Western leaders could not publicly reject the call for democracy in Egypt, but as the Mubarak regime teetered and fell they reached for the one ideological weapon they could deploy—the fear of Islamism.
In particular, they raised the spectre of power falling to the Muslim Brotherhood, Egypt’s biggest opposition party with up to a million members.
The irony, however, is that the Muslim Brotherhood is anything but a radical force, cautiously abstaining from the mobilisations in Tahrir Square until the waves of mass participation forced its hand.
So what is the Muslim Brotherhood, who constitutes its support base and what is its political agenda?
The Brotherhood was founded in 1928 by the Egyptian schoolteacher Hassan al-Banna. From the beginning, it was built around a contradiction. On the one hand, it opposed social injustice and imperialism: Britain was the de facto ruler of Egypt. On the other, it was wary of mass mobilisations that could spill over to threaten the privileges of Egyptian landowners and industrialists.
It aimed to resolve the tension through raising the call for the implementation of Islamic sharia law and the moral reinvigoration of the Muslim community. This allowed the teachers, public servants and engineers who constituted its core cadres to appeal to the poor, especially through the carrying out of charitable works, while gaining funding from wealthy Egyptians.
More militant minorities committed to military action emerged at various points from the 1940s onwards, leading to the Brotherhood being made illegal by President Nasser in the 1950s. But the central leadership rejected such tactics and anything that smacked of direct confrontation with the state.
Egyptian revolutionary socialists noted in 2005: “The Muslim Brotherhood are in a balancing act with the state … they will only mobilise in agreement with the state. For example, during the Gulf War, they organised a joint demonstration with the ruling National Democratic Party [Mubarak’s party].
“They see themselves as competing to run the state, something like the Turkish scenario, where the Islamic Party runs a mainstream capitalist government. They think that, if they are respectable enough, they can win things at the end of the day.”
Despite this approach, thousands of Muslim Brotherhood members have been jailed.
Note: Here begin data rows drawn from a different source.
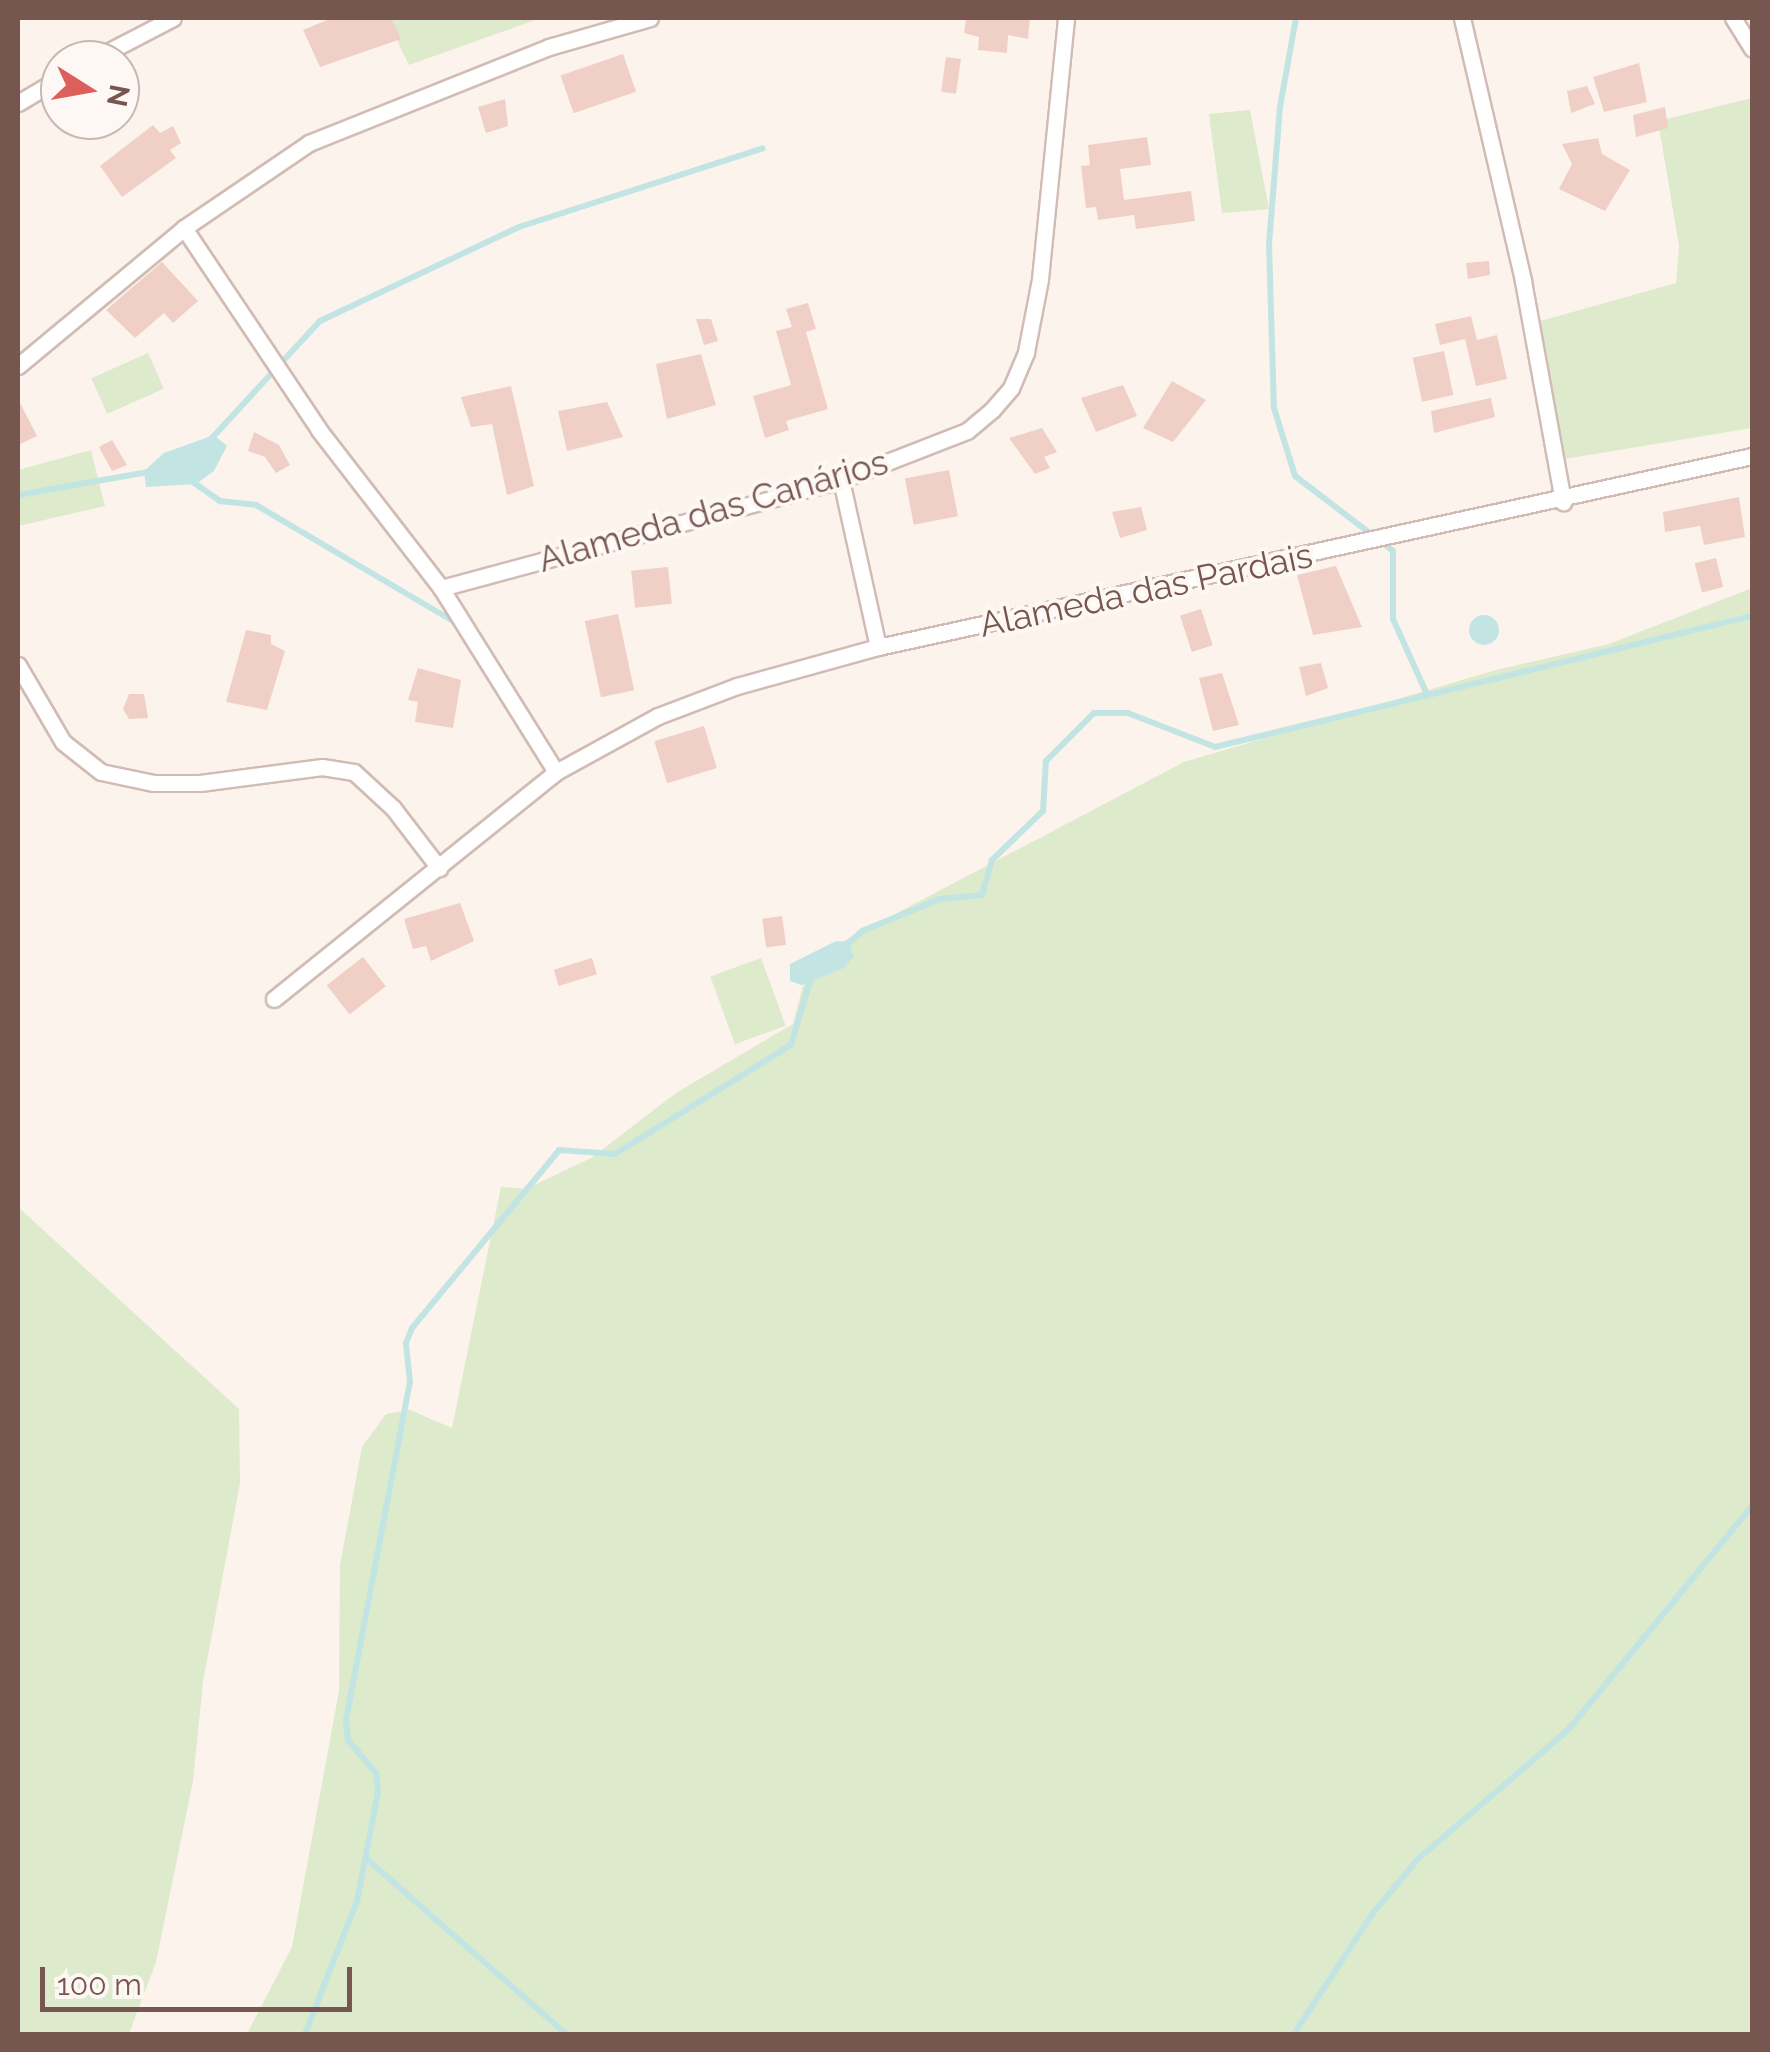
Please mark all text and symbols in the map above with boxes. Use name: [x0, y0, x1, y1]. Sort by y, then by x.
north arrow: [40, 40, 140, 140]
text: N: [100, 82, 136, 109]
street label: Alameda das Canários: [533, 441, 893, 581]
street label: Alameda das Pardais: [976, 534, 1316, 646]
scale bar: [45, 1947, 358, 2009]
text: 100 m: [57, 1967, 142, 2002]

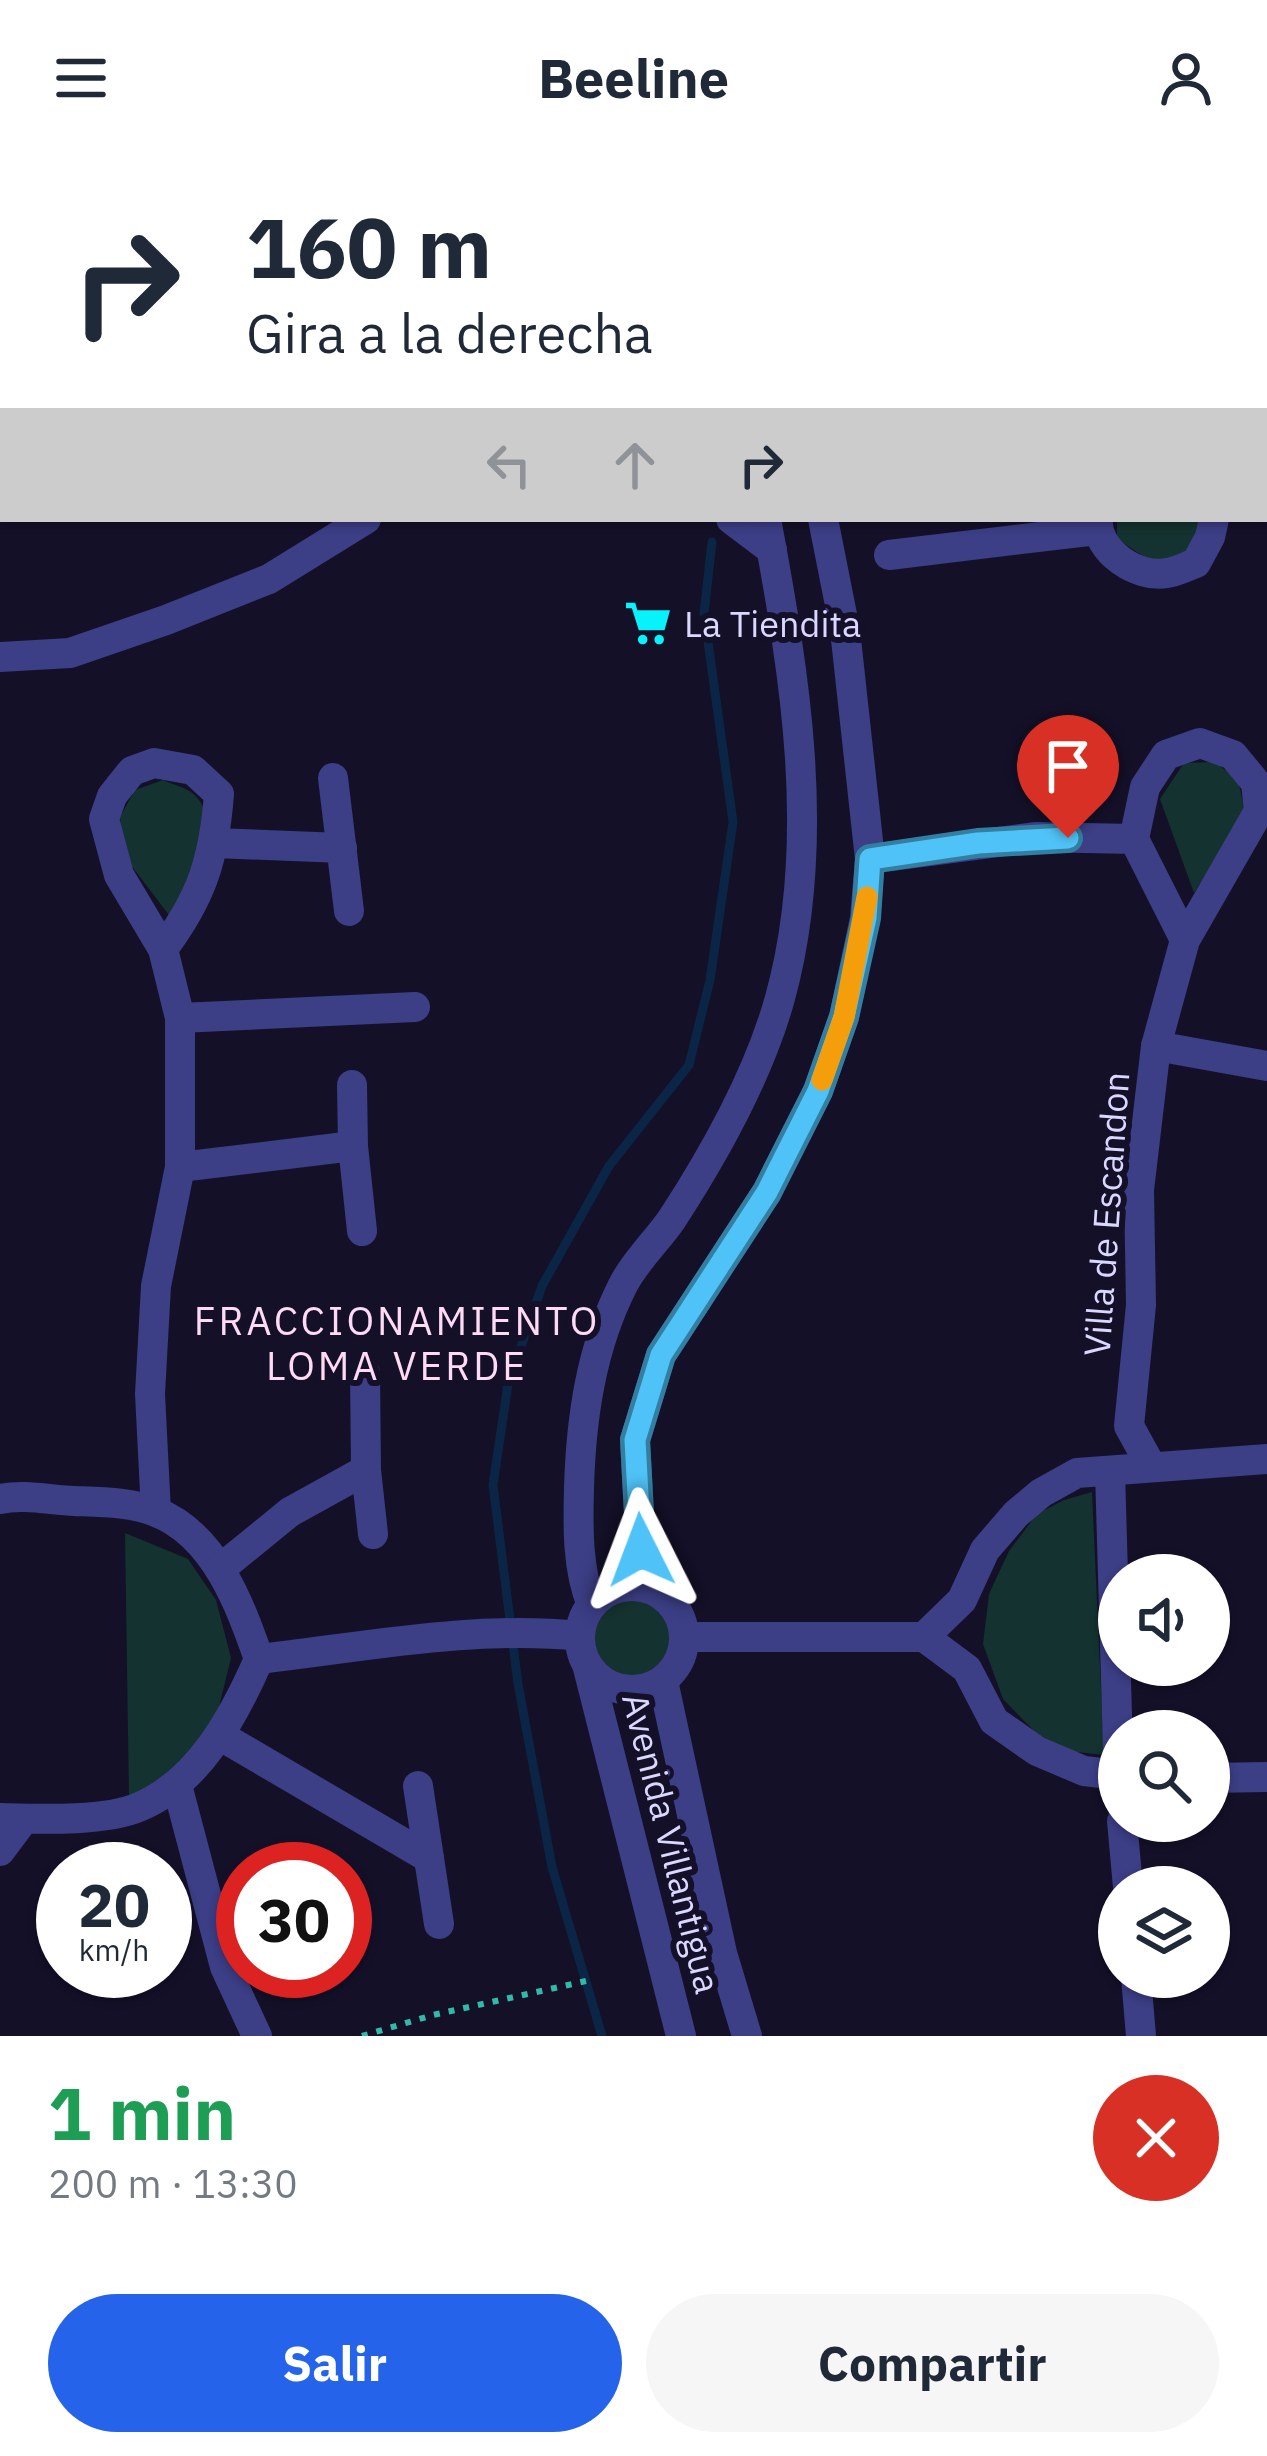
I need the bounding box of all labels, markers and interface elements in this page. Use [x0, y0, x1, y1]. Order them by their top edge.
text: Beeline [538, 43, 729, 113]
icon: menu [48, 45, 114, 111]
icon: person [1153, 45, 1219, 111]
text: 160 m [246, 192, 492, 301]
icon: right [48, 204, 204, 360]
text: Gira a la derecha [246, 298, 653, 368]
icon: left [476, 432, 542, 498]
icon: ahead [602, 432, 668, 498]
icon: right [728, 432, 794, 498]
supermarket icon: La Tiendita [623, 598, 673, 648]
place label: La Tiendita [684, 600, 861, 647]
pin [1017, 715, 1119, 838]
icon: arrive [1035, 733, 1101, 799]
street label: Villa de Escandon [1073, 1070, 1139, 1358]
district label: FRACCIONAMIENTO LOMA VERDE [194, 1295, 600, 1391]
position arrow [578, 1487, 704, 1613]
map controls [1098, 1554, 1230, 1998]
button: sound [1098, 1554, 1230, 1686]
street label: Avenida Villantigua [612, 1688, 732, 1998]
button: search [1098, 1710, 1230, 1842]
speed limit sign: 30 [216, 1842, 372, 1998]
text: 20 [78, 1865, 150, 1944]
button: layers [1098, 1866, 1230, 1998]
text: km/h [79, 1930, 149, 1969]
text: 1 min [48, 2066, 236, 2160]
button: close [1093, 2075, 1219, 2201]
text: 200 m · 13:30 [48, 2158, 298, 2209]
button: Salir [48, 2294, 622, 2432]
button: Compartir [646, 2294, 1219, 2432]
As Jamie Allinson wrote in International Socialism, “As a result, the Brotherhood’s membership is continually embroiled in discussing the best strategic option to Islamise society”—whether through evangelism and social welfare, through participation in the political system, or through terrorism.
In some respects, the Muslim Brotherhood has modernised its practices. Where in the past they had been used by the regime as a counterweight to the left, in recent years they have dropped open hostility to socialists. They encourage women to vote and mobilise thousands in demonstrations.
Cautious approach to regime
But the tensions inherent in the Muslim Brotherhood project emerged once again this year. On January 19, the Muslim Brotherhood issued a statement in the wake of the Tunisian revolution. It repeated its core demands for the abolition of the State of Emergency, free and fair elections and social justice.
But it carefully avoided calling on Egyptians to rise up. On the contrary, it framed its message within a call for immediate reform so that Egypt would “not follow suit in Tunisia’s historical uprising”.
On February 6, it issued an explanation of why it was in negotiations with the Mubarak regime, insisting that it would not nominate a candidate for the presidency. Only on February 9 did it call for Mubarak to leave “for the sake of the country’s supreme interests and its national security”.
On the ground, however, younger members of the Muslim Brotherhood were part of the resistance in the streets alongside nationalists, socialists and other radicals.
As a revolutionary socialist put it: “The Muslim Brotherhood leadership is split. Some of them are in the square with us, others are talking to the regime and Suleiman. They are prepared to sell the revolution to gain legitimacy, but this risks splitting the Brotherhood.”
With Mubarak gone, the tensions within the Muslim Brotherhood will not disappear. There will be some who argue for accommodation with the military in order to win legality and influence in any new parliament. But there will be others who can be won to new struggles, to force out the remnants of the Mubarak regime, to fight for jobs and welfare, and for practical solidarity with the Palestinians.
The greater the self-activity of the Egyptian workers in coming months, the more chance there will be of winning Muslim Brotherhood supporters to help in deepening the revolution.